We’re already halfway through the Summit and have reached a pivot point. The teams are moving from information gathering and idea generation to concept selection. How do you take so many ideas, all potential WASH product concepts (some more ‘out there’ than others), and settle on one that should be tested further and eventually prototyped? Since participants first learned about the co-design process and practiced their building skills, they’ve joined groups around WASH themes of interest to them. As mentioned in my last post , PSI and D-Lab leaders pre-selected six topics based on identified need in Ethiopia: 1) hand washing; 2) latrine super structures (the structure around the toilet); 3) sanitation solutions for toddlers; 4) making WASH more accessible for young children; 5) transportation of often heavy construction materials and/or finished products; and 6) facilitating women’s role in construction of WASH facilities.

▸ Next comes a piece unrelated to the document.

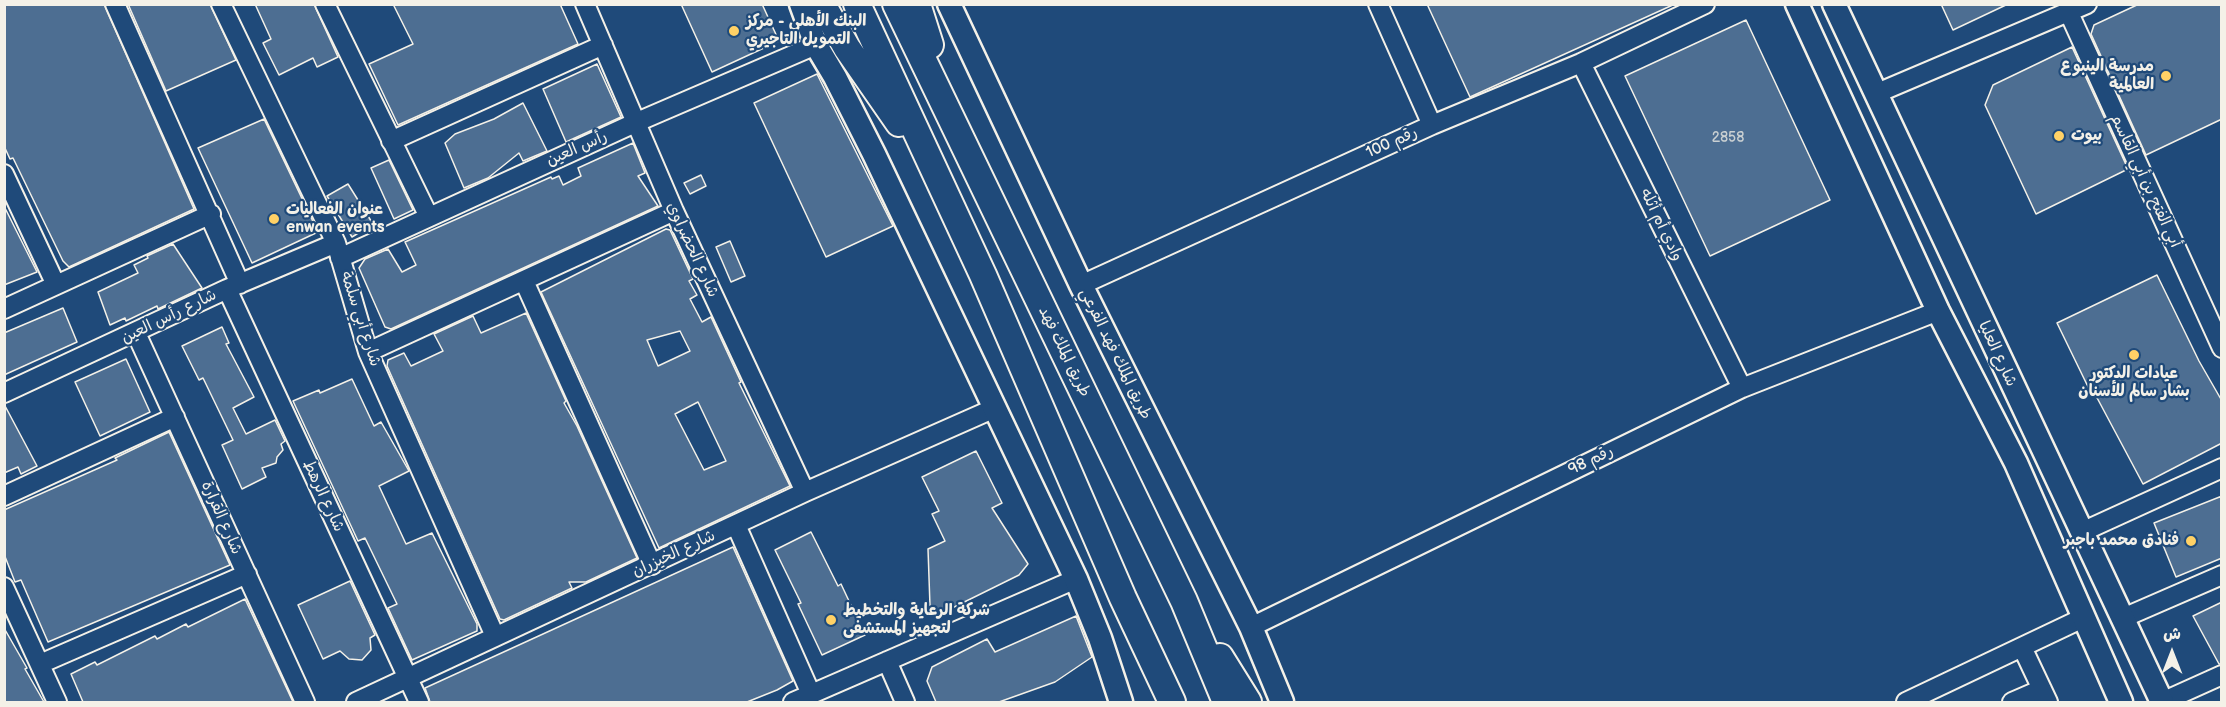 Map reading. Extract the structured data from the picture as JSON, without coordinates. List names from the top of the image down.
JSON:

To hone the list of ideas, teams learn how to take a product currently in use in the community, such as ash (a substitute for soap) and a jerry can for hand washing, and compare it to a selected group of product ideas that the group has proposed. Across a range of characteristics (i.e. price, durability, attractiveness, etc) the comparison products are ranked as better, worse, or the same…or super better or super worse. A total score shows how options compare, then the group can dig into what factors most affect the score and decide which among them they value most in choosing one product over another. This helps the group make a final selection to take forward to the next phase.
The final activity of the day, the most hands-on and creative, is sketch modeling the product or products of choice. Using modeling clay, pipe cleaners, plastic water bottles, paper in many colors, and other materials, team members create a physical rendition of their idea. This process helps the team ‘make it real,’ see potential flaws in what they have designed, and generate more ideas to improve on the concept. Sketch modeling also helps bridge the language gap by giving those who have not been able to express themselves well to show their ideas through building a model. Finally, the models can be taken to the community to get reactions and feedback, which the team may not have considered and can be incorporated into the design.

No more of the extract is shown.